■ Task details ■
Among these entries, how many lines have the string "solid" in them? Only the number is needed.

Task inputs Start Marker

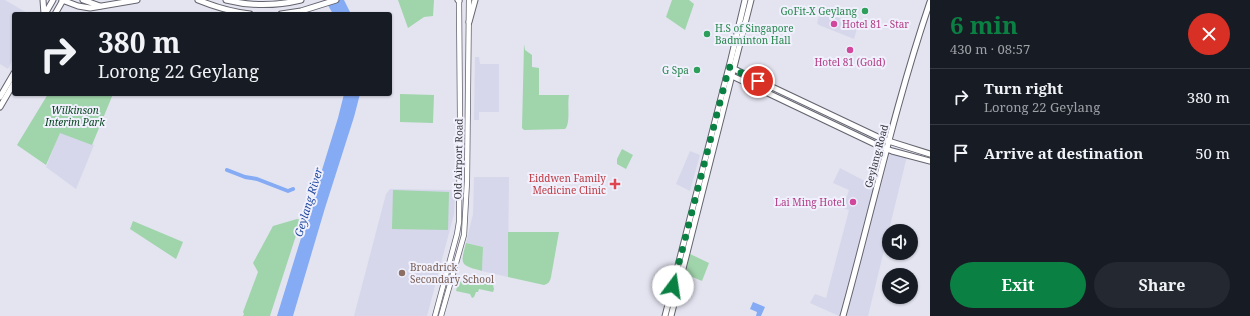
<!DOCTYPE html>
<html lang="en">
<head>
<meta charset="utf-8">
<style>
  :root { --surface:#171b24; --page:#242831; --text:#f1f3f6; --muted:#9ea1a6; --line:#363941; --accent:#0b8043 }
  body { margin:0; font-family:"Noto Serif",serif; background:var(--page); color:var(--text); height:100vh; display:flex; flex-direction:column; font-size:15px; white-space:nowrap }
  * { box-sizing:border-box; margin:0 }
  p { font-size:13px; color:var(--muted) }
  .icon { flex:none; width:22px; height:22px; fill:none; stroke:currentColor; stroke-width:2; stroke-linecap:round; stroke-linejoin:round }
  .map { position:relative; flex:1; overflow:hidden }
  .sheet { display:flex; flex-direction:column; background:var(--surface); width:320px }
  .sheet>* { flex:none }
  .banner { position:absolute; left:12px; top:12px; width:380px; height:84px; border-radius:4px; box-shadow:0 1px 3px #0004; background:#171b24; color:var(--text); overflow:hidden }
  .controls { position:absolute; left:882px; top:224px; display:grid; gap:8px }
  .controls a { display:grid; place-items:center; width:36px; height:36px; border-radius:50%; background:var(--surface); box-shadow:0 1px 3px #0004; font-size:20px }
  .pin { position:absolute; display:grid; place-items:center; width:34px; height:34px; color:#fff; margin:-17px; border:2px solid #fff; border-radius:50%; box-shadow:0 1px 4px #0007 }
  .me { position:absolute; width:44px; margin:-22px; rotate:14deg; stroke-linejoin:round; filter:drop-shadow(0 0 3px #0008) }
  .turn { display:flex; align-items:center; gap:14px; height:84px; padding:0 20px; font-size:18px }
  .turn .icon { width:52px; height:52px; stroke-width:2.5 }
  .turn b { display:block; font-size:28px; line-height:34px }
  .round { display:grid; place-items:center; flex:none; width:42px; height:42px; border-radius:21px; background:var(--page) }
  .overview { display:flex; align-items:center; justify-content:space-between; height:68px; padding:0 20px }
  h1 { font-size:24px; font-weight:700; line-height:30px; color:var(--accent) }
  .cta { display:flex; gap:8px; margin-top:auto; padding:8px 20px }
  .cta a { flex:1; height:46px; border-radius:24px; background:var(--accent); color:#fff; font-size:16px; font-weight:700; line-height:46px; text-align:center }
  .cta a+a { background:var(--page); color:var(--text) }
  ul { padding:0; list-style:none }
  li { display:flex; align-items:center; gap:12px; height:56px; padding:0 20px; border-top:1px solid var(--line) }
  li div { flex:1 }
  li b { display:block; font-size:15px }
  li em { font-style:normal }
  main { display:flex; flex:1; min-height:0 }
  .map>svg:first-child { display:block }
</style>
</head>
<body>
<main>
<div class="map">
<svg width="930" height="316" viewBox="0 0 930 316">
  <rect width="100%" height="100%" fill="#e3e4f0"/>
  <!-- built -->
  <g fill="#d6d7ea">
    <path d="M 0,0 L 5,0 L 29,14 L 14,14 L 14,57 L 8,69 L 0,64 Z"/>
    <path d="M 823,12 L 858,25 L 854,39 L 819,25 L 817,23 L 820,13 Z"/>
    <path d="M 475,57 L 479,57 L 480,64 L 499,64 L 499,112 L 479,112 L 479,120 L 474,120 Z"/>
    <path d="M 60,132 L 94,145 L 76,189 L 46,167 Z"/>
    <path d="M 690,151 L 700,155 L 690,191 L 676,184 Z"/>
    <path d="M 890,152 L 907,156 L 868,316 L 839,316 L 810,303 L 815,294 L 826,298 L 849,210 L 843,208 L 849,190 L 833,183 L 840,168 L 880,189 Z"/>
    <path d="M 474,177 L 509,177 L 508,277 L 482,271 L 483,247 L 466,243 L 473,214 Z"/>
    <path d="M 390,189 L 451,190 L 455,194 L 454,214 L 427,316 L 354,316 L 386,194 Z"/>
  </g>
  <!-- green -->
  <g fill="#a0d4ab">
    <path d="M 398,0 L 434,0 L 433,16 L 424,17 L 408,28 Z"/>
    <path d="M 672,0 L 689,0 L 694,4 L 685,30 L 666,17 Z"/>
    <path d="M 524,44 L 525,50 L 532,55 L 532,67 L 539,68 L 539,95 L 569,95 C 567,104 571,124 565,129 L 524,130 L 522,128 Z"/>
    <path d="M 48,94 L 113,94 L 92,145 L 60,133 L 46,165 L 17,145 Z"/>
    <path d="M 400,94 L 434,95 L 433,123 L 400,122 Z"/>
    <path d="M 622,149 L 633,155 L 626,169 L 617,164 L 617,159 Z"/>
    <path d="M 393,190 L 449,192 L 448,230 L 392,229 Z"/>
    <path d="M 297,219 L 301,220 L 270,316 L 243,316 L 244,314 L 243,312 L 258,272 L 253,263 L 273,226 Z"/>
    <path d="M 133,221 L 183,242 L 176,259 L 130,229 Z"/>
    <path d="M 508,232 L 559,232 L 551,277 C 550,282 548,284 544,285 L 508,277 Z"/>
    <path d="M 466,243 L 483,247 L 482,271 C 460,265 460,265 466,243 Z"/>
    <path d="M 688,253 L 709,263 L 702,281 L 683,273 Z"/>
    <path d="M 466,278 L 493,285 L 494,289 L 493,292 L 479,289 L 478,292 L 476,292 L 474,297 L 472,298 L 470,294 L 456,291 L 458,283 Z"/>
  </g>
  <!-- water -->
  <g fill="#85abf4">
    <path d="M 325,0 L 344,0 L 351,14 L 333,14 Z"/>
    <path d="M 344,94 L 360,94 L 354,117 L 325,208 L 293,316 L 277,316 L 338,118 Z"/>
    <path d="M 753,302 L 765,307 L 761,316 L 756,316 L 757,312 L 750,309 Z"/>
  </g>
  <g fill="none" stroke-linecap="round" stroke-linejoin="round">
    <!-- canal -->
    <path stroke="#85abf4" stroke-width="4" d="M 227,170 L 245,177 L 257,179 L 288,191 L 293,189"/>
    <defs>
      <g id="secondary">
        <path d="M 435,316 L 457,234 L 459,222 L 460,119 L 459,0"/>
        <path d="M 441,316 L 464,235 L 467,181 L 469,0"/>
      </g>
      <g id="primary">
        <path d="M 43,0 L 44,14"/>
        <path d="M 62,0 L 78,6 L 90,8 L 137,0"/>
        <path d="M 83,0 L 100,6"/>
        <path d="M 198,0 C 215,7 232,12 250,14"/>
        <path d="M 226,0 C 250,6 276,6 301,0"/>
        <path d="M 458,0 L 459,1"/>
        <path d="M 45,14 L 53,0"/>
        <path d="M 55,14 L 63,0"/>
        <path d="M 281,14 L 301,11 L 336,0"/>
        <path d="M 469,22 L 475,0"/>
        <path d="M 732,68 L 882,139 L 930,154"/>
        <path d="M 730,75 L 879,146 L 892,151 L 930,161"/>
        <path d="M 0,97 L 14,73"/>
        <path d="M 0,107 L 14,83"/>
        <path d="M 665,316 L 731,59 L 745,0"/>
        <path d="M 671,316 L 751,0"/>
        <path d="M 843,316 C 872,211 895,105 930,2"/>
      </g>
    </defs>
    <!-- secondary casing -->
    <use href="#secondary" stroke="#63646e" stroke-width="6"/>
    <!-- primary casing -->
    <use href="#primary" stroke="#63646e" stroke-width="7"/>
    <!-- secondary -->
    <use href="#secondary" stroke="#fff" stroke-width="4.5"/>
    <!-- primary -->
    <use href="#primary" stroke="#fff" stroke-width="5"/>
  </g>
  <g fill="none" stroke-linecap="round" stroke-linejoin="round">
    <!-- route -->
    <path stroke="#0b8043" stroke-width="7" stroke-dasharray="0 12.6" d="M 673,286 L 729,67 L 758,81"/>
  </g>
  <!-- markers -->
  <g fill="#2e9e5b" stroke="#f0f1fd" stroke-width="1.5">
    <circle cx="865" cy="11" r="4"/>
    <circle cx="707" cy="34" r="4"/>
    <circle cx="697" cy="70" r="4"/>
  </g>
  <g fill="#d1479c" stroke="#f0f1fd" stroke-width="1.5">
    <circle cx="834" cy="24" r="4"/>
    <circle cx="850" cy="50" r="4"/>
    <circle cx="853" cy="202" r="4"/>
  </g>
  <path fill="#e0444e" stroke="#f0f1fd" stroke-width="1.5" d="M613 178h4v4h4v4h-4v4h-4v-4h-4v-4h4z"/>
  <circle fill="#8d6e63" stroke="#f0f1fd" stroke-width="1.5" cx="402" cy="273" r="4"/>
  <g text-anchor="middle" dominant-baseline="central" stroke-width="4" stroke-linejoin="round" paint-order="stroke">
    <!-- leisure labels -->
    <g font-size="10" fill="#27864d" stroke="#f0f1fd" text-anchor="end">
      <text x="857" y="11">GoFit-X Geylang</text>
      <text x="715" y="28" text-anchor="start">H.S of Singapore<tspan x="715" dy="12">Badminton Hall</tspan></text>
      <text x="689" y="70">G Spa</text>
    </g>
    <!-- hotel labels -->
    <g font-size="10" fill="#b23c85" stroke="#f0f1fd" text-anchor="start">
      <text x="842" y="24">Hotel 81 - Star</text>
      <text x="850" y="62" text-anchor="middle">Hotel 81 (Gold)</text>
      <text x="845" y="202" text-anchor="end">Lai Ming Hotel</text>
    </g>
    <!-- park labels -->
    <g font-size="10" font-style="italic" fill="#06431e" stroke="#f0f1fd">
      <text x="75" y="110">Wilkinson<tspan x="75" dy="12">Interim Park</tspan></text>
    </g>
    <!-- street labels -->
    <g font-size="10" fill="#36363b" stroke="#f0f1fd">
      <text transform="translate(876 156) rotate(-75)">Geylang Road</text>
      <text transform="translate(458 159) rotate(-89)">Old Airport Road</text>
    </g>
    <!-- health labels -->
    <g font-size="10" fill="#be3a42" stroke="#f0f1fd" text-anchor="end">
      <text x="606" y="178">Eiddwen Family<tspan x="606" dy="12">Medicine Clinic</tspan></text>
    </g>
    <!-- education labels -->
    <g font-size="10" fill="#785e54" stroke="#f0f1fd" text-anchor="start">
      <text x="410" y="267">Broadrick<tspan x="410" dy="12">Secondary School</tspan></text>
    </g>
    <!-- water labels -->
    <g font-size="11" font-style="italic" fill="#244ba0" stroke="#f0f1fd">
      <text transform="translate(308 202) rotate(-73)">Geylang River</text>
    </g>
  </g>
</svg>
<div class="controls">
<a><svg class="icon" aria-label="sound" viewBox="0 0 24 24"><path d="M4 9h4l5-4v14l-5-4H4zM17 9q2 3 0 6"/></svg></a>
<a><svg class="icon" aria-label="layers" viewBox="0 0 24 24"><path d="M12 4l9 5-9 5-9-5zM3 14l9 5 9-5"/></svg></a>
</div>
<div class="pin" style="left:758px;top:81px;background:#d93025"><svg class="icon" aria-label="arrive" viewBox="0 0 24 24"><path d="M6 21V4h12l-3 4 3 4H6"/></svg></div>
<svg class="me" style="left:673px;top:286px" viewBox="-20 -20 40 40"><circle r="19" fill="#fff"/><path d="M0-13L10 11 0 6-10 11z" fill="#0b8043"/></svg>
<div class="banner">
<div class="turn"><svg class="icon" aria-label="right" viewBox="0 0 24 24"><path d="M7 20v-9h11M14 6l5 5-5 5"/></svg><div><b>380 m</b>Lorong 22 Geylang</div></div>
</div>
</div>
<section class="sheet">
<div class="overview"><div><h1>6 min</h1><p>430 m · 08:57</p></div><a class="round" style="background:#d93025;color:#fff"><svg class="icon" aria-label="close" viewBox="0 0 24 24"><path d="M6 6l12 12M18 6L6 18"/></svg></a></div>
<ul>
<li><svg class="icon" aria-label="right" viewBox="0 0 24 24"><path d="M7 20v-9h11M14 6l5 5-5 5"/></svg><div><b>Turn right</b><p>Lorong 22 Geylang</p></div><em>380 m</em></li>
<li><svg class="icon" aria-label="arrive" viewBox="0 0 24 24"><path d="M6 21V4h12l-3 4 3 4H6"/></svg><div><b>Arrive at destination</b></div><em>50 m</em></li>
</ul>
<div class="cta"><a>Exit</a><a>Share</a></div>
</section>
</main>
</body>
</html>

Task inputs End Marker

■ Answer section ■
2